Thank you, Chair.
Thank you, everybody, for being here today and for the work that you've been doing with your own respective organizations to move this legislation forward.
I think everybody agrees that there are very good components to this legislation and that it's going to make a big difference in the lives of people across the country.
Mr. Daniels, I want to start with you for a minute.
You and I started having a conversation about the concept of monetization way back in 2021. I know that seems like forever ago with COVID and all that stuff in between, but we started the conversation back in 2021. We talked about all kinds of things, like how the multiplier effect of leveraging could create upfront investments to really work at closing the infrastructure gap. We talked about the fact that inflation didn't allow the increase in capital grants that are provided at, say, a 2% per year increase to keep up with inflation. We talked about own-source revenue definitions and how the expansion of those could actually lead to more opportunity to leverage some of those revenues to attack that infrastructure deficit.

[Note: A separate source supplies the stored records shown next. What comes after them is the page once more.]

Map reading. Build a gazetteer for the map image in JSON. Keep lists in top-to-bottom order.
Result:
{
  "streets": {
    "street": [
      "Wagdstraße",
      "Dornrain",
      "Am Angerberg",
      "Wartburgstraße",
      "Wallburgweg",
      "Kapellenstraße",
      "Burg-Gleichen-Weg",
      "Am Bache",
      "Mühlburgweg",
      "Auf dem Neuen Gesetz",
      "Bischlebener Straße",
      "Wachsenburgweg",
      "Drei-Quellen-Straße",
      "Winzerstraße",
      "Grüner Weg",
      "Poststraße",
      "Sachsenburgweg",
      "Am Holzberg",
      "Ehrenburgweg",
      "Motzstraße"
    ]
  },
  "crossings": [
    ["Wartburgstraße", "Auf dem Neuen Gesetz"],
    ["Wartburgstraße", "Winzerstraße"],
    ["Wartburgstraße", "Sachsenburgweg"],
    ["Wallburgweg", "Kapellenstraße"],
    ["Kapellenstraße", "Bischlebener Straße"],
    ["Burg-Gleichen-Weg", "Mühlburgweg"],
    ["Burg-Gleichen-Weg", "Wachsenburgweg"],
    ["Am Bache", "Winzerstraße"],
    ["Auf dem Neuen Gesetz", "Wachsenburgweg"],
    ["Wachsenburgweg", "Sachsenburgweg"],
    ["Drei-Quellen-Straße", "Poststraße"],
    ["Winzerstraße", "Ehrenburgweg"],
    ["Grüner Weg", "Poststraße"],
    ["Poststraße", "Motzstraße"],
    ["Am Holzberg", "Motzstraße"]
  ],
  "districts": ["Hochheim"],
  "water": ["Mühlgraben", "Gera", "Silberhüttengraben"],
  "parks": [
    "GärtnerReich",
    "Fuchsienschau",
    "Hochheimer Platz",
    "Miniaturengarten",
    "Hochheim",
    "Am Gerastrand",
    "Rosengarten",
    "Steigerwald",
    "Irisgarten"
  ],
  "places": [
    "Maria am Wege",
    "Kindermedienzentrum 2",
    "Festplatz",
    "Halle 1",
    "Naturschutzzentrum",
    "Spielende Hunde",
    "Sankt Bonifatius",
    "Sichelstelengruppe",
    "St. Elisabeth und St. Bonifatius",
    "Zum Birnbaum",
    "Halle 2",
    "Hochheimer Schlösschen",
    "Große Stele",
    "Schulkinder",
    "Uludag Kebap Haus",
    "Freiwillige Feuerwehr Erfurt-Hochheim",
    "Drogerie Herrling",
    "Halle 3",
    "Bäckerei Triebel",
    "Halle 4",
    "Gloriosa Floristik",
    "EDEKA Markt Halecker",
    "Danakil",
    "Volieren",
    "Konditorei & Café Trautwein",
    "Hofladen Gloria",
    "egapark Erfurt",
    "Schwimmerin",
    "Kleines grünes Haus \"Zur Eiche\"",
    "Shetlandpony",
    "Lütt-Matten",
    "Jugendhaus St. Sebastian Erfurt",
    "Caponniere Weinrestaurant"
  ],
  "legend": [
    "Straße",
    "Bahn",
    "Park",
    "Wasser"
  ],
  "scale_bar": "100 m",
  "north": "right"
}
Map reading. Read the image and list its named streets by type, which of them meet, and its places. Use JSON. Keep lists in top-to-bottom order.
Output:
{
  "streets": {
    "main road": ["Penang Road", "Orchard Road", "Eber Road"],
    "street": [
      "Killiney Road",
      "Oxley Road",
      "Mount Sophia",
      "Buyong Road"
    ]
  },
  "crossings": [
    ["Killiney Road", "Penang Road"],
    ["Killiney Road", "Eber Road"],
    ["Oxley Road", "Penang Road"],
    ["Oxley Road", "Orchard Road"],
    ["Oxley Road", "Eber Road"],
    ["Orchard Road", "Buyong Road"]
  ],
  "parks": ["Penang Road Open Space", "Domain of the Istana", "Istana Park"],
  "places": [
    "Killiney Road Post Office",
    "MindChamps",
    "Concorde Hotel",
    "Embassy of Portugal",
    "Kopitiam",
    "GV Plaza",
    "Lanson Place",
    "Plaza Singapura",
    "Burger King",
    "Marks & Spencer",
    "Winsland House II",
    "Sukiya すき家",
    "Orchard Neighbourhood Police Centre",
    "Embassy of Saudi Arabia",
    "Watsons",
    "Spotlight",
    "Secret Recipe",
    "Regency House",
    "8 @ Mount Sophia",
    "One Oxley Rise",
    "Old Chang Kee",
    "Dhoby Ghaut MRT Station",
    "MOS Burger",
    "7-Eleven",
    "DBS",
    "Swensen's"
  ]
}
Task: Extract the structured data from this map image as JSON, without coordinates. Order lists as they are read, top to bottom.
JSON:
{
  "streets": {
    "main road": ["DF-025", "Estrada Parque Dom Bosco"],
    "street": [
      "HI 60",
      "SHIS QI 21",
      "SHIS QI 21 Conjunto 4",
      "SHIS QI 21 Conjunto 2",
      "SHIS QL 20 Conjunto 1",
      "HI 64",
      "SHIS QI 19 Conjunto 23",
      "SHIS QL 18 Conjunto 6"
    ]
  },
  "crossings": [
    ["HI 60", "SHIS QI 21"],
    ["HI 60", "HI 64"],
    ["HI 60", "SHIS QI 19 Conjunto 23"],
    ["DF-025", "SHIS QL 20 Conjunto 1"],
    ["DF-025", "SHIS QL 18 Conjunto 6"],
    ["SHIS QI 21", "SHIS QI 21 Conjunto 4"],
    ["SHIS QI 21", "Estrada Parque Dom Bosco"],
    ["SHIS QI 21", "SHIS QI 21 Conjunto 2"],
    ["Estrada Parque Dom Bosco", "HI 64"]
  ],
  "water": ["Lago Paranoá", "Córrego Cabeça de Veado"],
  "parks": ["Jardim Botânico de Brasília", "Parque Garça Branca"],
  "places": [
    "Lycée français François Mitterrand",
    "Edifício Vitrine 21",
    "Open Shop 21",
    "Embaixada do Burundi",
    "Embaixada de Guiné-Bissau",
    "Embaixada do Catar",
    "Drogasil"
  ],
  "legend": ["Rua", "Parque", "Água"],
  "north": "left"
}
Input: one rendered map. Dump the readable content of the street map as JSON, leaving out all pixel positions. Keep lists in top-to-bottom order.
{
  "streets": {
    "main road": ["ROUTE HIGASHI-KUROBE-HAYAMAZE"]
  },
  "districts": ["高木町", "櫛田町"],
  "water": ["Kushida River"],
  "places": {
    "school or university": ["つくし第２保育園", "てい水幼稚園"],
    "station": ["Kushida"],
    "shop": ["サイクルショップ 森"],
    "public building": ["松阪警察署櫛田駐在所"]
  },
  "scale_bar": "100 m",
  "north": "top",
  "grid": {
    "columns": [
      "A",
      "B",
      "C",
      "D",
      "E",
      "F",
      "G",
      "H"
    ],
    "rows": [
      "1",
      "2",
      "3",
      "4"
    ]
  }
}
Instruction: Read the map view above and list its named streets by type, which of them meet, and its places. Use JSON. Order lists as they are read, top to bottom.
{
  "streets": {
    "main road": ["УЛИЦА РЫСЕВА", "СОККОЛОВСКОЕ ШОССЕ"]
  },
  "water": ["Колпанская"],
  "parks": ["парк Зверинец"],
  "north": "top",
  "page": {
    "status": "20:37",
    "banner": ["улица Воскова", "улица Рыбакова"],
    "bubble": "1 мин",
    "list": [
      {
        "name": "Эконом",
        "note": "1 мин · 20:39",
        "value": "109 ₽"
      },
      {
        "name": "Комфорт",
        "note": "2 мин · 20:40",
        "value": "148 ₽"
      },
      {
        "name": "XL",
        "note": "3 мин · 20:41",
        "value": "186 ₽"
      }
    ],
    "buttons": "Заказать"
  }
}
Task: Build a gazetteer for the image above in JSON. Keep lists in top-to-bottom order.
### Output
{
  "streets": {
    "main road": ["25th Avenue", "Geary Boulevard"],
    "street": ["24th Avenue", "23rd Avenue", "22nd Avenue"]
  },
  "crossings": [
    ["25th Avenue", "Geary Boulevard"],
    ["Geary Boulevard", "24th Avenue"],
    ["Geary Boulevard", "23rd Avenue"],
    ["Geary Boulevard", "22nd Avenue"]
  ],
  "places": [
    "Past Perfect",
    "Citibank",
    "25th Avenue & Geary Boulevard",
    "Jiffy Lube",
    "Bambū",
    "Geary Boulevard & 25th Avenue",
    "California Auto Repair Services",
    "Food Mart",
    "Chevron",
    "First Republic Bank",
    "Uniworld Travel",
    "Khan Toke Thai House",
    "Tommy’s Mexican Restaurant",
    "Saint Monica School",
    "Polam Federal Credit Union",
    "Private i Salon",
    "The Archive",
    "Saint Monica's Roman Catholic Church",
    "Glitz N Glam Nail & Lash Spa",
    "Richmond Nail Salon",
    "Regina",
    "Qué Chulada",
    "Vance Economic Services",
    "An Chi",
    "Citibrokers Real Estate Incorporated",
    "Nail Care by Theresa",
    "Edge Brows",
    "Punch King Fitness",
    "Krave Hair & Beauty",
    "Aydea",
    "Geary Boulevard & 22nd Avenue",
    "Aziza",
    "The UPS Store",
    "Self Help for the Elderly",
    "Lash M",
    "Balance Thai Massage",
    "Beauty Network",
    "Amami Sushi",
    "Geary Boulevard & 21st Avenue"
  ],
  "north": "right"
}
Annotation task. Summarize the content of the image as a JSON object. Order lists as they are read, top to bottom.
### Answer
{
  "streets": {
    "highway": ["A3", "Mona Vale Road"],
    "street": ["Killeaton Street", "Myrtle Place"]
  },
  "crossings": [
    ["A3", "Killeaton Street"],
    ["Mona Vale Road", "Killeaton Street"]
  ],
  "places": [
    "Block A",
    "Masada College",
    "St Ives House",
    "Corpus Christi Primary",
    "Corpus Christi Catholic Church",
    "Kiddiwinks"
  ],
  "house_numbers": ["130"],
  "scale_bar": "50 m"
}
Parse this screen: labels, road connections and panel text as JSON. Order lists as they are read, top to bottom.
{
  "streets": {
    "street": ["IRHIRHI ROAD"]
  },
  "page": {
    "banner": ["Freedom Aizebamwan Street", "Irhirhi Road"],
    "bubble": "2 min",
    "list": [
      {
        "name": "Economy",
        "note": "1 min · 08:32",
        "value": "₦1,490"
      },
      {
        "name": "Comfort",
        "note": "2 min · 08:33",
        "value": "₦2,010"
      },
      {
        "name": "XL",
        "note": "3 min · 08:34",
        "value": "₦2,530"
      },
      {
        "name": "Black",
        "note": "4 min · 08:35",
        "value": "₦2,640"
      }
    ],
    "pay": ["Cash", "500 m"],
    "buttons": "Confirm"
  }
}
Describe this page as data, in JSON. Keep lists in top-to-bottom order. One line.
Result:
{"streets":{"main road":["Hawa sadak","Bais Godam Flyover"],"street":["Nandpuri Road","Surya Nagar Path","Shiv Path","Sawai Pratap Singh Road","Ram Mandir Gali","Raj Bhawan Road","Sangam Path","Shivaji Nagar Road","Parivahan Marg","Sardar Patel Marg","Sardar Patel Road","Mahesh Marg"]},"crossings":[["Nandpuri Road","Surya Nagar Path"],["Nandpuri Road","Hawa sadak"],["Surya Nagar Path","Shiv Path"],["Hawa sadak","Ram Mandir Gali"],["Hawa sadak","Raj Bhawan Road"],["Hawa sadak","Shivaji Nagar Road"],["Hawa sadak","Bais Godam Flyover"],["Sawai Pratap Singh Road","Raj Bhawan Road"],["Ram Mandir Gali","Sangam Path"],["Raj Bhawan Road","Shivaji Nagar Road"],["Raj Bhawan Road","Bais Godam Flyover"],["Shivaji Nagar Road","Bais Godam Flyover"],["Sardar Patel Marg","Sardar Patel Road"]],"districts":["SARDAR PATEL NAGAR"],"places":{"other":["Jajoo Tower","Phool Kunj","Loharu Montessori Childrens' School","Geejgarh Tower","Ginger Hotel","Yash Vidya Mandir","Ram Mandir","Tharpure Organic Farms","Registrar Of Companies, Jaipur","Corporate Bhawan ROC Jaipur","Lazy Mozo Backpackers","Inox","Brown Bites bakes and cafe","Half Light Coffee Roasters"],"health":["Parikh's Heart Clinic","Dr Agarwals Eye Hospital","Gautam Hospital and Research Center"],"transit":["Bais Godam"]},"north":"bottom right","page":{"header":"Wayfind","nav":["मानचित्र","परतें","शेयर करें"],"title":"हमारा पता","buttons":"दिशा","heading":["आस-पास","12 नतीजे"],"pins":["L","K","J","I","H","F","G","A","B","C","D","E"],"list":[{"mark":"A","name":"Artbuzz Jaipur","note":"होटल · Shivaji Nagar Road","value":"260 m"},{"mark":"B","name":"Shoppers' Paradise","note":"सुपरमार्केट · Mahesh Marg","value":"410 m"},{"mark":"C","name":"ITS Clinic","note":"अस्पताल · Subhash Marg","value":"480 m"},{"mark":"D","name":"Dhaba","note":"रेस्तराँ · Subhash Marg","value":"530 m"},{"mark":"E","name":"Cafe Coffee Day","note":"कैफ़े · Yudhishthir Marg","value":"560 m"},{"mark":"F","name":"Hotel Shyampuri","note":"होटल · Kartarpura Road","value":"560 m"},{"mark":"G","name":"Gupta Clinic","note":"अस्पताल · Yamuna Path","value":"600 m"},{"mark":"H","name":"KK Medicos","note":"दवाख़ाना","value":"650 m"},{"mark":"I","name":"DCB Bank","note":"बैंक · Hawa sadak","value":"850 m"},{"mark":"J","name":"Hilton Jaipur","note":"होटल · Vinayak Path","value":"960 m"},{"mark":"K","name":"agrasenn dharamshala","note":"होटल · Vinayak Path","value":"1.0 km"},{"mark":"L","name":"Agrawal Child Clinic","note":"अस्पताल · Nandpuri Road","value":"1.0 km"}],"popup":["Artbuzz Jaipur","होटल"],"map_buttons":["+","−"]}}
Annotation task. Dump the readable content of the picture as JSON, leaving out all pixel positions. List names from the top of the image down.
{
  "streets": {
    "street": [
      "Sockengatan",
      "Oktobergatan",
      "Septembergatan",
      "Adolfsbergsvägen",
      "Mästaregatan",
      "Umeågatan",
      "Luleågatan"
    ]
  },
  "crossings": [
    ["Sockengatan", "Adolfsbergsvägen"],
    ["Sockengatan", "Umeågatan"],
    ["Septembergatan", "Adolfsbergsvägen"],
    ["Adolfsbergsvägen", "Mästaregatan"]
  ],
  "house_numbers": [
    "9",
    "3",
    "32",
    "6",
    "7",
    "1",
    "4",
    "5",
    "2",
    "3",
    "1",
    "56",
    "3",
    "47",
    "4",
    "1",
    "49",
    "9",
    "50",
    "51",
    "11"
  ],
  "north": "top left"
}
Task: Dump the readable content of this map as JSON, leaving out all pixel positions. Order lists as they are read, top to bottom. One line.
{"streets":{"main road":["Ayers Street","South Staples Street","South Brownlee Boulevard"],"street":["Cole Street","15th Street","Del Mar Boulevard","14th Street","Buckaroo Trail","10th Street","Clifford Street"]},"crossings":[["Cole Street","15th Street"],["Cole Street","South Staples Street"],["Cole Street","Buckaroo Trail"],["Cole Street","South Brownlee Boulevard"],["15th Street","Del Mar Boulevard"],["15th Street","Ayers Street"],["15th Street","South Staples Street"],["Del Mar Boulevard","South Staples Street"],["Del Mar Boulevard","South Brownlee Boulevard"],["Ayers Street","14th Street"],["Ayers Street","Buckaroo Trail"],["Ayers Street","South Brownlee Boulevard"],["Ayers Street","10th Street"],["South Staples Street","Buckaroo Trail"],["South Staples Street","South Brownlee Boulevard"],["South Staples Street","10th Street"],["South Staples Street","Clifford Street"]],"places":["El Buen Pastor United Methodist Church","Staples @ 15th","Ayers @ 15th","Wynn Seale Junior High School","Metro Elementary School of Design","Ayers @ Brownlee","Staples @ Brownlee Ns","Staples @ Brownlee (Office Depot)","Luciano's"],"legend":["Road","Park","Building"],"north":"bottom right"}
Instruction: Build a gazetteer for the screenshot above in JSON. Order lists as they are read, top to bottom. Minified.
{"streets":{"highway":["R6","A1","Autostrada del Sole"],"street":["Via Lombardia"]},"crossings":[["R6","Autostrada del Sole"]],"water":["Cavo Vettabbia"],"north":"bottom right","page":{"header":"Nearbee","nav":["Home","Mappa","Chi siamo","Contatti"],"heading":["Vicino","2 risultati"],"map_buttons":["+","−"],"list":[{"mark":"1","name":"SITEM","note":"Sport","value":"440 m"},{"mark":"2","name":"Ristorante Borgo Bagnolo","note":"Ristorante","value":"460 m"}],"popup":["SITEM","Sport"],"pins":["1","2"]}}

Today, in one of the presentations, it was already mentioned about the report on barriers to end indigenous economic development and how this committee unanimously endorsed the idea of testing this concept out with a pilot project of some kind.
Could you expand on that just a little bit? Just take a couple of minutes and talk about how this concept of monetization is really a huge opportunity to close that infrastructure gap in indigenous communities.